Scan the data below and give the number of lines that include the word "linear", with no other words.

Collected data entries
Start of Block

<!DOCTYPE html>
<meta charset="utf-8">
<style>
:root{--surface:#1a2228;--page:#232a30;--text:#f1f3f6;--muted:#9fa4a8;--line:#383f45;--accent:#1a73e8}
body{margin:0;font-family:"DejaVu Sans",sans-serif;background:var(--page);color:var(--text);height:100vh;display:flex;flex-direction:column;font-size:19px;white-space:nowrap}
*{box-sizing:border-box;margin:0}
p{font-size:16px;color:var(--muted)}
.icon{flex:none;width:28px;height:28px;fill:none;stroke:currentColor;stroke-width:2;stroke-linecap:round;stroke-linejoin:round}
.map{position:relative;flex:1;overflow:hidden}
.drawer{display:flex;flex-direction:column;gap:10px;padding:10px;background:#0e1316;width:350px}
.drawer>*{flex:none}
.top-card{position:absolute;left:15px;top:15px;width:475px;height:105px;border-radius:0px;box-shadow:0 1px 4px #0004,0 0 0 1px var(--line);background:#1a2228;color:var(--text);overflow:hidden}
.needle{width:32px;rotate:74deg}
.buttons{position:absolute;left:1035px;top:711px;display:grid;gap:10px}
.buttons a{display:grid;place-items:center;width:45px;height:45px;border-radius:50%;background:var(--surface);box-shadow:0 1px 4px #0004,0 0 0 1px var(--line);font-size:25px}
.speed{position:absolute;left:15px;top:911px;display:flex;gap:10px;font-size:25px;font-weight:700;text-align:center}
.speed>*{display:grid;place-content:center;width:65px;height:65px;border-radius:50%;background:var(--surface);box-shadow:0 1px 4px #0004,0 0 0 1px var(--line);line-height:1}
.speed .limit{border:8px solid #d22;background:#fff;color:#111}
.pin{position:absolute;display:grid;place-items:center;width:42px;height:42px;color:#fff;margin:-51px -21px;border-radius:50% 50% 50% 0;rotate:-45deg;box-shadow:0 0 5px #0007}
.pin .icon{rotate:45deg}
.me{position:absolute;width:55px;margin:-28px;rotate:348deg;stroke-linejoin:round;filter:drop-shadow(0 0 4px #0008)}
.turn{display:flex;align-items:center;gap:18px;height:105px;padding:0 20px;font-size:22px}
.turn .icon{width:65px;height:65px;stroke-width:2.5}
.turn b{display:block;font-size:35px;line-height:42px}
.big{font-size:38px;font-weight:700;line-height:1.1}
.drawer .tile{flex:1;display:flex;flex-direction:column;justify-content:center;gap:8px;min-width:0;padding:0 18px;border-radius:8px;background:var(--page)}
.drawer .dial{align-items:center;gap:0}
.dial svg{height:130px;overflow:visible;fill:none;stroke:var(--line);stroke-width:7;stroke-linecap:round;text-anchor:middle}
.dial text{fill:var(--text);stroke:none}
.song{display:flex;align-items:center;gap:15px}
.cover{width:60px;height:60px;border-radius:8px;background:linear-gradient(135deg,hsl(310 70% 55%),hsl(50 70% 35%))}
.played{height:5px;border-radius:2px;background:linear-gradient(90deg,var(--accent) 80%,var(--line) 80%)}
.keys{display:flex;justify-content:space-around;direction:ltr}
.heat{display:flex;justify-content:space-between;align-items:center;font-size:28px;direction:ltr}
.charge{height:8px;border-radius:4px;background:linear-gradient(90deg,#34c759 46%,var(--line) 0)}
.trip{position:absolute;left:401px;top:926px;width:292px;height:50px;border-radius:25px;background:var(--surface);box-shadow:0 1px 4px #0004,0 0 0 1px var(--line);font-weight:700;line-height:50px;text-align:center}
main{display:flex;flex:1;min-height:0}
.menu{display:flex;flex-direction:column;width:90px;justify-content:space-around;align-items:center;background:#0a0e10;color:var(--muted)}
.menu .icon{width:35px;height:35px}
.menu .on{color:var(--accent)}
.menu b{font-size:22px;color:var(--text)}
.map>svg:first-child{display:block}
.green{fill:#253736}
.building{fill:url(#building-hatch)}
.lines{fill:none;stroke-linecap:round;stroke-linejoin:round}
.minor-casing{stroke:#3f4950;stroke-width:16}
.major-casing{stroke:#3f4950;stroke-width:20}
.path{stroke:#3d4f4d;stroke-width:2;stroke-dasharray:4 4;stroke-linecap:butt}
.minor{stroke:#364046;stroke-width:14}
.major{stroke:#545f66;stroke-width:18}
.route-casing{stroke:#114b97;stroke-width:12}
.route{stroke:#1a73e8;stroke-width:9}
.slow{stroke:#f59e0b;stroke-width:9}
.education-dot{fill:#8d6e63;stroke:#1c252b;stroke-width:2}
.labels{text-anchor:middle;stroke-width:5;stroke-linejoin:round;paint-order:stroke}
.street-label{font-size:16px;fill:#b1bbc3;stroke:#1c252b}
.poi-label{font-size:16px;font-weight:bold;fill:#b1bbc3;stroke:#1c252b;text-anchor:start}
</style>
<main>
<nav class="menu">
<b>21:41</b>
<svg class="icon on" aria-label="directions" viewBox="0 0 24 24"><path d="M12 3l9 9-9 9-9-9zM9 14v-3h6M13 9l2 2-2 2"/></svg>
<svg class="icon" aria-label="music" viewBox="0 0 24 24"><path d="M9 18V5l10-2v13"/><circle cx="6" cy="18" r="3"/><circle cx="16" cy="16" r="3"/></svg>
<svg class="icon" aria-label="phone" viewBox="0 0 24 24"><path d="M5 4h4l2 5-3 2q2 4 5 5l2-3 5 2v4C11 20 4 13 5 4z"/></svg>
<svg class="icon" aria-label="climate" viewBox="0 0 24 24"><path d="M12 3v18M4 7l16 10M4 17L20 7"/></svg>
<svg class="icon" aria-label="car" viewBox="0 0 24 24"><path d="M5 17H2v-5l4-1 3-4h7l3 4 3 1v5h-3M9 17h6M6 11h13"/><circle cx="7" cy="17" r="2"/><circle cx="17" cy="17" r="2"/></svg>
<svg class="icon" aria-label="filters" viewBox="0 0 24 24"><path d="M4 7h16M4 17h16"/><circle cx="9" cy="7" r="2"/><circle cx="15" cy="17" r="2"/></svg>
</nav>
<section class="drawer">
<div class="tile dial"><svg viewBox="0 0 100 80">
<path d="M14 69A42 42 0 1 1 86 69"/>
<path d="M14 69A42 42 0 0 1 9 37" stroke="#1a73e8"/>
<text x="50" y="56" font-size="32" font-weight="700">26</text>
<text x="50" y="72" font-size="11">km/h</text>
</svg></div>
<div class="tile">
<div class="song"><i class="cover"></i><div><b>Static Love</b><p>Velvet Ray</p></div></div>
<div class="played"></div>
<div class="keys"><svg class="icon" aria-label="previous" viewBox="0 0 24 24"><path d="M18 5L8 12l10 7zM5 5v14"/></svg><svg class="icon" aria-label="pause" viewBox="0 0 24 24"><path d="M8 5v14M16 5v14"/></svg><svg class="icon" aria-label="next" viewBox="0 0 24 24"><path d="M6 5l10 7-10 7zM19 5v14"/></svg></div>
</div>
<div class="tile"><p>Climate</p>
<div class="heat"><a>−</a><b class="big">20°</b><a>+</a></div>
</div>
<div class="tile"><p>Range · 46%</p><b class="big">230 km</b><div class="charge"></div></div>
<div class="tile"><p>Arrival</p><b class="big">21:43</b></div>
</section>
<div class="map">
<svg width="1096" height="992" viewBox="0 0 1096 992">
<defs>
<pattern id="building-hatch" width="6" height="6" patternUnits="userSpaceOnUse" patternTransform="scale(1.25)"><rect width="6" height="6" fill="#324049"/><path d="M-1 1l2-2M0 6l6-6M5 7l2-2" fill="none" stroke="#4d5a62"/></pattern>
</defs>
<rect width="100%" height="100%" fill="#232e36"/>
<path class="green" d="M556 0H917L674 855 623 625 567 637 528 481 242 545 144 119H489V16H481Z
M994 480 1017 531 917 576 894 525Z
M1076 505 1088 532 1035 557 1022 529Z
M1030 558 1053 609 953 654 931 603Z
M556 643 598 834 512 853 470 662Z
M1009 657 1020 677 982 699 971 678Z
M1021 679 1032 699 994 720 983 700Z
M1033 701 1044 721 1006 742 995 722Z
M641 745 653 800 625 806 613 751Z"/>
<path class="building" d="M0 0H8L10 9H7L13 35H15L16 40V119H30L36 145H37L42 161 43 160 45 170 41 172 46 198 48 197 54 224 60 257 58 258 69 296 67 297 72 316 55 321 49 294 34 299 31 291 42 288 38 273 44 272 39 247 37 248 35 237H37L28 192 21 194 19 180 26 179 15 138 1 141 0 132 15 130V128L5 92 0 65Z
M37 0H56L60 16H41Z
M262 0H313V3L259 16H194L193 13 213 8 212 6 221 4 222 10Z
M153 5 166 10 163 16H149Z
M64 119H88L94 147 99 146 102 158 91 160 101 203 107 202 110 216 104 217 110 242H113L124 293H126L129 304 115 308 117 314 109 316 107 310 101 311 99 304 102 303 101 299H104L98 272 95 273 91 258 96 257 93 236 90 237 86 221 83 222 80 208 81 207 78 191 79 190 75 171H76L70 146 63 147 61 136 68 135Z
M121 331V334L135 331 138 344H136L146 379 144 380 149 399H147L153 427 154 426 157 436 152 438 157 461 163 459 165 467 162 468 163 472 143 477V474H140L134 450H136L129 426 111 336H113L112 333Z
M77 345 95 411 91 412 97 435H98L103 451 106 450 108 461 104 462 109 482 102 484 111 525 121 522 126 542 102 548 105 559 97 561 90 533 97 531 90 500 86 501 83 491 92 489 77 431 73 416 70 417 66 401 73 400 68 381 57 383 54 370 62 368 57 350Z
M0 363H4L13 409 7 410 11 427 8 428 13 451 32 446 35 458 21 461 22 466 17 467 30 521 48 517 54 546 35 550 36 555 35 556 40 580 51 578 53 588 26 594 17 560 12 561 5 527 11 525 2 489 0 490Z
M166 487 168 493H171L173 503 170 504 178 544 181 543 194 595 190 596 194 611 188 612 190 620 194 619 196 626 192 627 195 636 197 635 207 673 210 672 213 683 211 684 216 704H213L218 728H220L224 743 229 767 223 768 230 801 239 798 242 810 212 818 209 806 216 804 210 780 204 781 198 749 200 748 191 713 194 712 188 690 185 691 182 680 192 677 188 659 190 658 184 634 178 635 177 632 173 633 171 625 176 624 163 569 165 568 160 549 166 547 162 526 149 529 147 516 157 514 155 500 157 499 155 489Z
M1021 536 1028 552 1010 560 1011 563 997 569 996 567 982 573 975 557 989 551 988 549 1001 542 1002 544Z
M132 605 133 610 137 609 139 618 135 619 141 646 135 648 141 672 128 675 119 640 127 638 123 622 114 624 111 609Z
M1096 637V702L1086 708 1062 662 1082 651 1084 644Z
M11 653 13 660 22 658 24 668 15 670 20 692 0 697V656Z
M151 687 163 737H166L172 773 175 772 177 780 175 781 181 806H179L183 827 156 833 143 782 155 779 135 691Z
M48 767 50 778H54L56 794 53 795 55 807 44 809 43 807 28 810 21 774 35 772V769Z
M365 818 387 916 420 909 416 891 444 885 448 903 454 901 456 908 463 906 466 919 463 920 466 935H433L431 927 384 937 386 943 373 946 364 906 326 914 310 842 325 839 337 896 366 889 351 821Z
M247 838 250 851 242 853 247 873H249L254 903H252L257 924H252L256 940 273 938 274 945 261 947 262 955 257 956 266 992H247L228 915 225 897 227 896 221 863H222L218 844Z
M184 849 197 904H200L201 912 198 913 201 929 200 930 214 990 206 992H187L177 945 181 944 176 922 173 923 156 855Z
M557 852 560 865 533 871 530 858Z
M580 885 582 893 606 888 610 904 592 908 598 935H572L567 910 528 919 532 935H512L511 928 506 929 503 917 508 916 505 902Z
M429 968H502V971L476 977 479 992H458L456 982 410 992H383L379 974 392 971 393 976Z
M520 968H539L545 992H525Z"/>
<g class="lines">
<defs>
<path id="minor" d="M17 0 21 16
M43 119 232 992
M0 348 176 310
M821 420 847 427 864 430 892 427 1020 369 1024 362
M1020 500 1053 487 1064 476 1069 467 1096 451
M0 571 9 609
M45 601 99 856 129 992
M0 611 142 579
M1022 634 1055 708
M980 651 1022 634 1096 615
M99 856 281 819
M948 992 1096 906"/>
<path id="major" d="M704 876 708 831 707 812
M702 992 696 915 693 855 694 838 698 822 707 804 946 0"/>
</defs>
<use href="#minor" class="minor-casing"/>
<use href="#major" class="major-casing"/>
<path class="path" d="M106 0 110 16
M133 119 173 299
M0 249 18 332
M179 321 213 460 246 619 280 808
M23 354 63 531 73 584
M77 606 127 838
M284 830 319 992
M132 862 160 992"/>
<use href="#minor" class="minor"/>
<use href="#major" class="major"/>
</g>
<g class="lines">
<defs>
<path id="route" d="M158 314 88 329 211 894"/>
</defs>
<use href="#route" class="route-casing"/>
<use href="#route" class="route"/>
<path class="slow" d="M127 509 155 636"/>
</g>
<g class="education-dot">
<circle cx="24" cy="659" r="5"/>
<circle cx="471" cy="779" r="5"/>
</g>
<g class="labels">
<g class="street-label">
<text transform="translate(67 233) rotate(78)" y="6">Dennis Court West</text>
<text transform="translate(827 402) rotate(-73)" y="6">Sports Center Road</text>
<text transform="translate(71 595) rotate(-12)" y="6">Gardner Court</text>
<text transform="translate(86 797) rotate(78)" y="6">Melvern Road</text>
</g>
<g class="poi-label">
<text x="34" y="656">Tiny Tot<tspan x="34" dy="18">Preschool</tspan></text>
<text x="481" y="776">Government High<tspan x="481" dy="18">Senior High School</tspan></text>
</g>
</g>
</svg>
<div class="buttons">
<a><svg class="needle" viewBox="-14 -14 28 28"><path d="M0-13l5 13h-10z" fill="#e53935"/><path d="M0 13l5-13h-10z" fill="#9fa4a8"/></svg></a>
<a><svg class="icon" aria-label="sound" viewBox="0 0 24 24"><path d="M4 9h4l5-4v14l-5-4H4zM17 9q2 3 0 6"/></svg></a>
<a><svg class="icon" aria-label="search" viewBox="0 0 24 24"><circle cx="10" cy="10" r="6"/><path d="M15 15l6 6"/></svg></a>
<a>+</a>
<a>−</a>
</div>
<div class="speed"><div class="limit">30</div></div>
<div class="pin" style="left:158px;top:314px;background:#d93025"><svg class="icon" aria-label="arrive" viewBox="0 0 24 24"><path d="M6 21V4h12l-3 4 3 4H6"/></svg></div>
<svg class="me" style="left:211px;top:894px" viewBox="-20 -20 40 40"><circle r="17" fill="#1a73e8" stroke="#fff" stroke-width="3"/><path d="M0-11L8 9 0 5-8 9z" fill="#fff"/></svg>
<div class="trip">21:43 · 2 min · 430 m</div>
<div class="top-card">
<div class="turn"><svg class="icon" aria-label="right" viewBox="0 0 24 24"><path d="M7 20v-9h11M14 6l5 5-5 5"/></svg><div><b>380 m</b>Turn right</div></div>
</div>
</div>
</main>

End of Block

◆ Completed exercise:
3